Content marketing has always been with us. It has been called different things, but the creation of engaging content by brands has been a lynchpin of marketing for decades. In recent years, online marketers in particular have been forced by improvements to search engine algorithms, the ubiquity of social media, and users’ increasing immunity to traditional advertising methods to up their game in the content arena.
Many, however, remain to be convinced, seeing content marketing a passing fad or a distraction from the tried and true marketing and SEO tactics of the past. The naysayers have a variety of arguments that are frequently used to stymie content marketing advocates, and those advocates are faced with some real problems when implementing content marketing campaigns. We’re going to have a look at five of the most serious problems content marketers face and offer possible solutions.
We Can’t Produce Enough Content
I hear this a lot. Producing content in sufficient quantities to keep hungry search engines fed and social media followers engaged seems a daunting task.
One way to solve problems is to check the assumptions that underlie the difficulty. How much content is enough and what is causing your business to fail to match that quantity? For small businesses, it’s not necessary to produce a constant stream of videos and articles. One or two blog articles per week of a sufficiently high-quality is enough to begin with. Not being able to match the content marketing of Coca Cola is not a good reason to avoid it altogether.
We Don’t Know What To Write About
Many businesses have this problem because they’ve failed to lay solid foundations for their content marketing campaign. Market research, development of customer personas, an understanding of the purchase cycle, keyword research, and a clear grasp of the business goals that content marketing is supposed to address can all feed into the creation of a content calendar which will provide content ideas and a necessary level of focus and conformity to a business’ needs.

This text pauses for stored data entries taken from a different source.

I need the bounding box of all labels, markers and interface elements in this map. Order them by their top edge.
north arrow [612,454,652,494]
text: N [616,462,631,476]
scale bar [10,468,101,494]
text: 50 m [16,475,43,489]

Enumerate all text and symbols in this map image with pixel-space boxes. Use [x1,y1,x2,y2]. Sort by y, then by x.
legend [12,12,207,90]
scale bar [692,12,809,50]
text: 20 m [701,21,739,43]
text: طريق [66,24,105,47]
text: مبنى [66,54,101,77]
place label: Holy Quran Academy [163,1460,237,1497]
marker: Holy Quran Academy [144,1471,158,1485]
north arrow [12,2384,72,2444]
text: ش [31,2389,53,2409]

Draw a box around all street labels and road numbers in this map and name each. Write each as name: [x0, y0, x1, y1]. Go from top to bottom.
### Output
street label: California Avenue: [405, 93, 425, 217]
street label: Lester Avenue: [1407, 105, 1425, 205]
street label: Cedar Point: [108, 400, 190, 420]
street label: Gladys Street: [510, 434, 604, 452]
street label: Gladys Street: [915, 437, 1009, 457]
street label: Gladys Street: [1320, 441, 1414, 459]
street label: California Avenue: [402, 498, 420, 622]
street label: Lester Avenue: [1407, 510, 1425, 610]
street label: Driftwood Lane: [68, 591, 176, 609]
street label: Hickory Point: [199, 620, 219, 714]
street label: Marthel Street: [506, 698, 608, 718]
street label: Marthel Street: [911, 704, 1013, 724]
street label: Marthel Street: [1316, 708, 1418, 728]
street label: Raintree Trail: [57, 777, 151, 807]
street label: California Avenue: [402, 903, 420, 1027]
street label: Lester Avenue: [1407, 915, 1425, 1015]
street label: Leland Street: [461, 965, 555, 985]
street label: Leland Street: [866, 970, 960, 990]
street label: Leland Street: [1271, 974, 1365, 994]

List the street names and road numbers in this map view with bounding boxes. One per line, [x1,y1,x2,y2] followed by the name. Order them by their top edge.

Additionally, content marketing isn’t all about products and sales. Every department of a business is a potential source of content, from customer service and public relations, to manufacturing and shipping. Every area of a business that affects customers is a potential source of content, because each of those areas produces concerns and questions that can be addressed while capturing search traffic at the same time.
Management Don’t Support Content Marketing
Business is, or should be, results driven. The way to convince management is to show, firstly, that the problems involved in content marketing are not intractable and, secondly, that content marketing can provide an ROI equal or superior to other marketing methods.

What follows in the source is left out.